Task brief: Your job is to set down the stretch of entries that opens with the line containing "function label(font, color, halo, rows, align" and closes with the line containing "[1031,18,1162,27,1156,107,1025,98,1031,18]". Keep both end lines, copy each exactly, and add nothing.

Record extracts:
=== Begin Enclosure ===
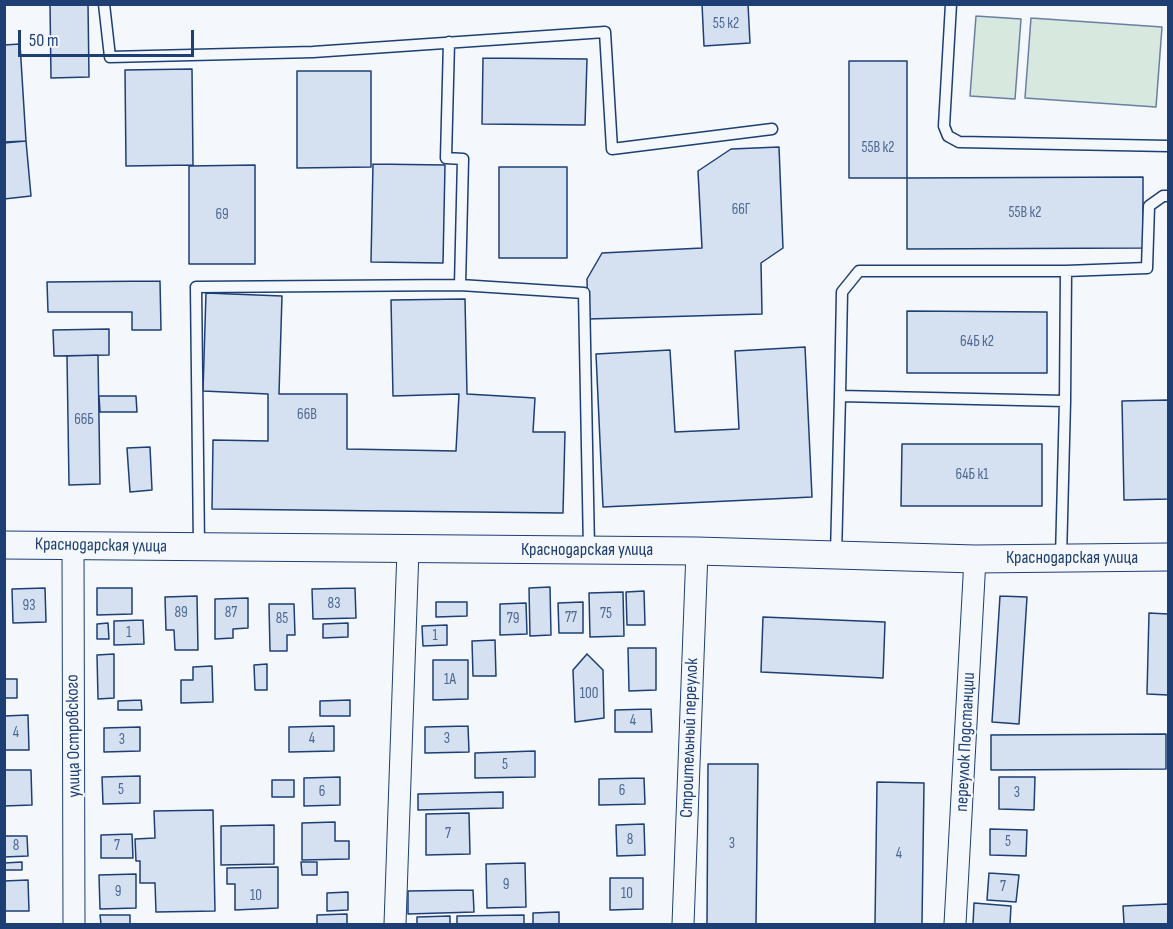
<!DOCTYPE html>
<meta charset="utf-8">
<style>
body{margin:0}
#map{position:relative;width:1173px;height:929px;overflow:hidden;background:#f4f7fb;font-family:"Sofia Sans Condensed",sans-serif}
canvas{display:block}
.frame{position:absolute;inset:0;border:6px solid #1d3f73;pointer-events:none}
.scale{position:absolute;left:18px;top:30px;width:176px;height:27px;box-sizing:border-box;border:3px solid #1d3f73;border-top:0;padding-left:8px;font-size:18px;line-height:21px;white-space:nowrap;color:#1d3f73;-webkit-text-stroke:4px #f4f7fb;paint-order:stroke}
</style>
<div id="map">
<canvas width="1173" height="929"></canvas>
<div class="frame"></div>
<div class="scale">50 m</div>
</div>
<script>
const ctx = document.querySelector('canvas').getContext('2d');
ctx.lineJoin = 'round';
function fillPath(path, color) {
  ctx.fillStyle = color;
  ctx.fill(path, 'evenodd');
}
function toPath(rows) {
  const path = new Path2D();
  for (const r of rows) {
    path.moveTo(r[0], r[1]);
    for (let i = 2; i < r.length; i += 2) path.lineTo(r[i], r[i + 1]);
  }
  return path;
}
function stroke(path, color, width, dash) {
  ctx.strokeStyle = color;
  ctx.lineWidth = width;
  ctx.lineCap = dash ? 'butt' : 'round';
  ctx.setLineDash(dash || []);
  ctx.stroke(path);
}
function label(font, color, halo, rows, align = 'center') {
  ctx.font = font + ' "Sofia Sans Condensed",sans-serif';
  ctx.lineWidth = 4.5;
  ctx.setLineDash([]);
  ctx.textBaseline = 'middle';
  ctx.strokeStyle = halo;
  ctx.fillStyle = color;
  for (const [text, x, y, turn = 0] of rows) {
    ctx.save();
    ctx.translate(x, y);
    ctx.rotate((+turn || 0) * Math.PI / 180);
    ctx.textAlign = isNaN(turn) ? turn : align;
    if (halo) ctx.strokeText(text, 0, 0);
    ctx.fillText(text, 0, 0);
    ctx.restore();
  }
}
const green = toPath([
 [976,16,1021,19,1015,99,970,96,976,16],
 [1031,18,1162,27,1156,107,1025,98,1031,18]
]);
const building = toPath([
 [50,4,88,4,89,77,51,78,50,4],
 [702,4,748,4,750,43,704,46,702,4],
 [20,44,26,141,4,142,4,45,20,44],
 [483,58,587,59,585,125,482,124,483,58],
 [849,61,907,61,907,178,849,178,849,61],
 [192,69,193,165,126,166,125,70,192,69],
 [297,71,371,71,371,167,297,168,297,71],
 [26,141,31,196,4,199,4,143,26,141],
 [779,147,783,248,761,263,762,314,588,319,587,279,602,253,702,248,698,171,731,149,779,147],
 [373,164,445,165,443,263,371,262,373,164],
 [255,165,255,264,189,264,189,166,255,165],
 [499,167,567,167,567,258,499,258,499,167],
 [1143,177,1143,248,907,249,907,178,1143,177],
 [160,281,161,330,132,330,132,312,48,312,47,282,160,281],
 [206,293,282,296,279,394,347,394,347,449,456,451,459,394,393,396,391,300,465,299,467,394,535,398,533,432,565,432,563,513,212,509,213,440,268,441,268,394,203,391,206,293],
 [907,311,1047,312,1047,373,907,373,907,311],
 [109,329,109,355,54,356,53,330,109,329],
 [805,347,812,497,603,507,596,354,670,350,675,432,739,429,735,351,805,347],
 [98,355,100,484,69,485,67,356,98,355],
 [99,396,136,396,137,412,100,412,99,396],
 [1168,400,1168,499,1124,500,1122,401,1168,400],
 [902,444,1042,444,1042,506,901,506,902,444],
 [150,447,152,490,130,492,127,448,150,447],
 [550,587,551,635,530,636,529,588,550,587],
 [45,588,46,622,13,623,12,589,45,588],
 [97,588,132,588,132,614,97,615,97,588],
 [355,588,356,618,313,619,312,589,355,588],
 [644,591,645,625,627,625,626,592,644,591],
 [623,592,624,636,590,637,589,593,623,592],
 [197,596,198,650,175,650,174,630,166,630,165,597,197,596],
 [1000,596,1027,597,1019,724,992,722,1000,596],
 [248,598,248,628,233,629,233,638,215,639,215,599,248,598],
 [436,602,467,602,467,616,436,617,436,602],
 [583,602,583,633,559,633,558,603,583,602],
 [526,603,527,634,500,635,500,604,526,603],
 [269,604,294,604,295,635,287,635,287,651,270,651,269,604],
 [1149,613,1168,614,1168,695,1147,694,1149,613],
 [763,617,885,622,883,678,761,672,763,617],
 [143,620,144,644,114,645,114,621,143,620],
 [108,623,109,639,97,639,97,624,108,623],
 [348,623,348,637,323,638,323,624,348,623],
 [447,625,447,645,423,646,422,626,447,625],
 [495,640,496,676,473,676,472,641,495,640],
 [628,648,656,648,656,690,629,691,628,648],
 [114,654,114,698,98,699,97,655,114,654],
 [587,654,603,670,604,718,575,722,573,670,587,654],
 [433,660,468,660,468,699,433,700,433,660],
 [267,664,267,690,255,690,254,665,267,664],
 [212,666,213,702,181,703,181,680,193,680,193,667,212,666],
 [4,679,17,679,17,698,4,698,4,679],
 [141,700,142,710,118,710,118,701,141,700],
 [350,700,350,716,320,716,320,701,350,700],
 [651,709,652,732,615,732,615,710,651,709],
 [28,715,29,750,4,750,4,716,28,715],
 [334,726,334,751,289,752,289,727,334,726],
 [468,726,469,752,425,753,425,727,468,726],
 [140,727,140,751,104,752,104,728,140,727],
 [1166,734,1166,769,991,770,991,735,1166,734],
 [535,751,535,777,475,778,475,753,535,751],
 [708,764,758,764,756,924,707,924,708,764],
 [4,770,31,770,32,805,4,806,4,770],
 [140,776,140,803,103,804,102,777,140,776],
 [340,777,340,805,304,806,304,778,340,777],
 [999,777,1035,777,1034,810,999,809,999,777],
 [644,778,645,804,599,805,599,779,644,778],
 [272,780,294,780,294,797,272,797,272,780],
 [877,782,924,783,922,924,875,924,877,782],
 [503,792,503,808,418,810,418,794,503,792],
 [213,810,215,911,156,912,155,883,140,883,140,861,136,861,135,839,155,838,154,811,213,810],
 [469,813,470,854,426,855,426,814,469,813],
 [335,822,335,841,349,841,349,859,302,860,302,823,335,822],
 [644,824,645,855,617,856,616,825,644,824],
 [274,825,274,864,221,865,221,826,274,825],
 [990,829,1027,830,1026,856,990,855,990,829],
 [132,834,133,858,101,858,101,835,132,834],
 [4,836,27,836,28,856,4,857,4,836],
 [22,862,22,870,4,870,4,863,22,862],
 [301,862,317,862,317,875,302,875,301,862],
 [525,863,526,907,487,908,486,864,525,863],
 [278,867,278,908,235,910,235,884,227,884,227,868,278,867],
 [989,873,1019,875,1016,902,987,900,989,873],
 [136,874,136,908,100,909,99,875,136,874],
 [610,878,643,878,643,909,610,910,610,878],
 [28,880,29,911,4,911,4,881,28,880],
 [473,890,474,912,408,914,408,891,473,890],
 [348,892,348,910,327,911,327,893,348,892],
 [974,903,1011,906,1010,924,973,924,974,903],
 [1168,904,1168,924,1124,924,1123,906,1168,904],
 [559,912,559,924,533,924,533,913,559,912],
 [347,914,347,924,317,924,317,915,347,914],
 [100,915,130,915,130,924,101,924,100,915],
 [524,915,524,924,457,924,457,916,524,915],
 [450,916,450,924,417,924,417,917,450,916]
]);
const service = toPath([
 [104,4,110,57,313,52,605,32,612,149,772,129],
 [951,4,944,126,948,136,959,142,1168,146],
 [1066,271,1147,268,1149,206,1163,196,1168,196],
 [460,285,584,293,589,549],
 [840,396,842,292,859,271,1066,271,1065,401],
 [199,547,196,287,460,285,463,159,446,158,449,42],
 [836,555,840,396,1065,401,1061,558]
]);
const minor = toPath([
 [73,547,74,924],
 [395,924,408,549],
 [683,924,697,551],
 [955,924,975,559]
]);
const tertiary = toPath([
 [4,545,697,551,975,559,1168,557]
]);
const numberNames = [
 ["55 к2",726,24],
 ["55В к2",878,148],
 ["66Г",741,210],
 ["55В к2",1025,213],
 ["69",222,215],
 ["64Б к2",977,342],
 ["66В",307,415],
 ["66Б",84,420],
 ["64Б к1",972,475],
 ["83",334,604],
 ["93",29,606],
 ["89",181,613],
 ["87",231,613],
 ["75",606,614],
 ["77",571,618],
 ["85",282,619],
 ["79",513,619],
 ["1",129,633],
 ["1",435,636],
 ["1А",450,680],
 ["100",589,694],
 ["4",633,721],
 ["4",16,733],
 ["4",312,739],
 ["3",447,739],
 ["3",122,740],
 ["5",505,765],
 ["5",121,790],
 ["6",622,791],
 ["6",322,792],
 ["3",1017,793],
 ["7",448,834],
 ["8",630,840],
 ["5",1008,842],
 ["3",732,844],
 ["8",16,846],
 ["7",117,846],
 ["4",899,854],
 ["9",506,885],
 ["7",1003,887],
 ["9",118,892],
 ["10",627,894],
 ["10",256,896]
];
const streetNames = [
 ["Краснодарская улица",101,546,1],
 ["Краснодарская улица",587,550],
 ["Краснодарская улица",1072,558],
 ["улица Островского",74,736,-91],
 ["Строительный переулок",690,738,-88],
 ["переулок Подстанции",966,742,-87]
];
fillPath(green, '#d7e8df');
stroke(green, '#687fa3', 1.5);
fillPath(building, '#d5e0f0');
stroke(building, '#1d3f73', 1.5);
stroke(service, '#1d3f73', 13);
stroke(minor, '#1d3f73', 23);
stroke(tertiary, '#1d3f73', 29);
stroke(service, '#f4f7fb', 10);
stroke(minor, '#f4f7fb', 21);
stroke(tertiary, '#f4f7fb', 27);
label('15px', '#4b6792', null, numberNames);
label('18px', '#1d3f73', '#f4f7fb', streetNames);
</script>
=== End Enclosure ===
=== Begin Enclosure ===
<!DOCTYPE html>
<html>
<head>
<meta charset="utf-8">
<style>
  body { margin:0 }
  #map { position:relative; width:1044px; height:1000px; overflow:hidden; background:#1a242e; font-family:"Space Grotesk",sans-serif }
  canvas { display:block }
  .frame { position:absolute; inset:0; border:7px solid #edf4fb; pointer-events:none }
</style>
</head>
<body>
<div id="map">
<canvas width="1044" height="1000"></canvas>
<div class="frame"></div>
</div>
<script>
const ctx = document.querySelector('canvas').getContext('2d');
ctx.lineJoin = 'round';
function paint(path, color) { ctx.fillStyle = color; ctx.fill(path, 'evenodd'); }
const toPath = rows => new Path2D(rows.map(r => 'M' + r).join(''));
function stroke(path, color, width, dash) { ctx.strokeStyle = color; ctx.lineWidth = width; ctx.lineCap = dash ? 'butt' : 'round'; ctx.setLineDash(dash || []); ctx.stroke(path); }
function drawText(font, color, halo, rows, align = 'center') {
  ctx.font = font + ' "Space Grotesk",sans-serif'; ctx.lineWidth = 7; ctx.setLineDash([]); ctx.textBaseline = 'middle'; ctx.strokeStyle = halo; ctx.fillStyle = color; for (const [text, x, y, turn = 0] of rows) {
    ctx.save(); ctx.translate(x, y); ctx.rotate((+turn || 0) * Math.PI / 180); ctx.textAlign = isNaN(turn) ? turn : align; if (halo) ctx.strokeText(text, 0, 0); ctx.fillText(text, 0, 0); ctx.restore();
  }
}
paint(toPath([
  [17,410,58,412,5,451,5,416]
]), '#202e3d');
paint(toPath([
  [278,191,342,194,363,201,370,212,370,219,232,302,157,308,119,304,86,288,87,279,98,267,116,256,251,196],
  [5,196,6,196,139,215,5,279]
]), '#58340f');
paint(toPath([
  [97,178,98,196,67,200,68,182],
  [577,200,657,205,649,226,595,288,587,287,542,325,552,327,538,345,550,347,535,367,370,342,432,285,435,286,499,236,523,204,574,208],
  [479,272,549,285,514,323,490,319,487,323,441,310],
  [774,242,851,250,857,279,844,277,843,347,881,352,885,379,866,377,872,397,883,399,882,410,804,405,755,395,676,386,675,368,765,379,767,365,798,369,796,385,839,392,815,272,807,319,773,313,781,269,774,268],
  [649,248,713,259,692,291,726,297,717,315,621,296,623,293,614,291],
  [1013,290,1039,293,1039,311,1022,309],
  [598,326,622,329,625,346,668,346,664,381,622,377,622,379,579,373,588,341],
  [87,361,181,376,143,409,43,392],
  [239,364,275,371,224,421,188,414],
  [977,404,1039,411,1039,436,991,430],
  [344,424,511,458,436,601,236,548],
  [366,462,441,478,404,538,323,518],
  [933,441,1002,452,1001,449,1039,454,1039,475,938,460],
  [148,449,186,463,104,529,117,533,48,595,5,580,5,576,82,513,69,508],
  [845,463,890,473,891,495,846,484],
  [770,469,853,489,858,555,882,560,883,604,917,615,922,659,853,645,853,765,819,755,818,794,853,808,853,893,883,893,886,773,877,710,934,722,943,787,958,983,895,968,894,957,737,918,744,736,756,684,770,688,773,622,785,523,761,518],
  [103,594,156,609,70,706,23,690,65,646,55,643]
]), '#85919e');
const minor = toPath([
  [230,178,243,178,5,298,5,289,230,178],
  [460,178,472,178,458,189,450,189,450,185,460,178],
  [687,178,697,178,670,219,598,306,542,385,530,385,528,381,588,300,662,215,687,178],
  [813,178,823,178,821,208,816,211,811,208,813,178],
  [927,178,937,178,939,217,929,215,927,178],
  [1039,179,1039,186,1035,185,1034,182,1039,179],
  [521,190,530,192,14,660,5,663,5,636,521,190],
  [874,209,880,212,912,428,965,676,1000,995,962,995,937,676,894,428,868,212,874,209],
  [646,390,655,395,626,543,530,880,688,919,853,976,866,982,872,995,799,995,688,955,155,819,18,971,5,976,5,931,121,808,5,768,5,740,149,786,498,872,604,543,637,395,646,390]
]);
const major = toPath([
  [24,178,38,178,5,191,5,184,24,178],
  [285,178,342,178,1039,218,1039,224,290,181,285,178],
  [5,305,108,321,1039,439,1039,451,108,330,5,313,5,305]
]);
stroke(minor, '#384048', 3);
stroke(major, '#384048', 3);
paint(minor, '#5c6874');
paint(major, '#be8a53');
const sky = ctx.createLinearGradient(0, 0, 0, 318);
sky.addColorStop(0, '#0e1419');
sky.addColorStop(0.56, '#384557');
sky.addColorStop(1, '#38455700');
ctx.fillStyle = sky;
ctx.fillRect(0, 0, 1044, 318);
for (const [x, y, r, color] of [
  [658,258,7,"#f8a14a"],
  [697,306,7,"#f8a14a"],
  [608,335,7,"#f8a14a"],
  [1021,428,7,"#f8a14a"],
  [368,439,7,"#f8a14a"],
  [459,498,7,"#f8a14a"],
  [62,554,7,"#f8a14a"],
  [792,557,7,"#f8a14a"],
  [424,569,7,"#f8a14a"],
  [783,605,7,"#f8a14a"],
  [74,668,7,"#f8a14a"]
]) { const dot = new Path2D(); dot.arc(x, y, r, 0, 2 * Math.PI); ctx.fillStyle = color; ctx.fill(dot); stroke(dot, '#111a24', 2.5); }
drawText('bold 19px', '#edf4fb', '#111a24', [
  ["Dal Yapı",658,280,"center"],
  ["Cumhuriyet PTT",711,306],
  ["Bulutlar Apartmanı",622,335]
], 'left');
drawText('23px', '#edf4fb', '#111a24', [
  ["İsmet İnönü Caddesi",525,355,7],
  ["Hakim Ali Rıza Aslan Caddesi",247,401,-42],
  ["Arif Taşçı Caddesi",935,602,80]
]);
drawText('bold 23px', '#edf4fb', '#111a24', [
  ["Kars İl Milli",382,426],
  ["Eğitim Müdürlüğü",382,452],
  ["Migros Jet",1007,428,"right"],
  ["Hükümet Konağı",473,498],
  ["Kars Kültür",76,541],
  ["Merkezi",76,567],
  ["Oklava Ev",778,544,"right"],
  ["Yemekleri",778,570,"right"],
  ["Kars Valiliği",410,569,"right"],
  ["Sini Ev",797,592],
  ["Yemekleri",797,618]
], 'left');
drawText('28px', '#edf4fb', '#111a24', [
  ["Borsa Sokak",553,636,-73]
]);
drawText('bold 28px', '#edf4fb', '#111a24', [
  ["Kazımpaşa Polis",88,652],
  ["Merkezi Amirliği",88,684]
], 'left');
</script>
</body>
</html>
=== End Enclosure ===
Output below:
function label(font, color, halo, rows, align = 'center') {
  ctx.font = font + ' "Sofia Sans Condensed",sans-serif';
  ctx.lineWidth = 4.5;
  ctx.setLineDash([]);
  ctx.textBaseline = 'middle';
  ctx.strokeStyle = halo;
  ctx.fillStyle = color;
  for (const [text, x, y, turn = 0] of rows) {
    ctx.save();
    ctx.translate(x, y);
    ctx.rotate((+turn || 0) * Math.PI / 180);
    ctx.textAlign = isNaN(turn) ? turn : align;
    if (halo) ctx.strokeText(text, 0, 0);
    ctx.fillText(text, 0, 0);
    ctx.restore();
  }
}
const green = toPath([
 [976,16,1021,19,1015,99,970,96,976,16],
 [1031,18,1162,27,1156,107,1025,98,1031,18]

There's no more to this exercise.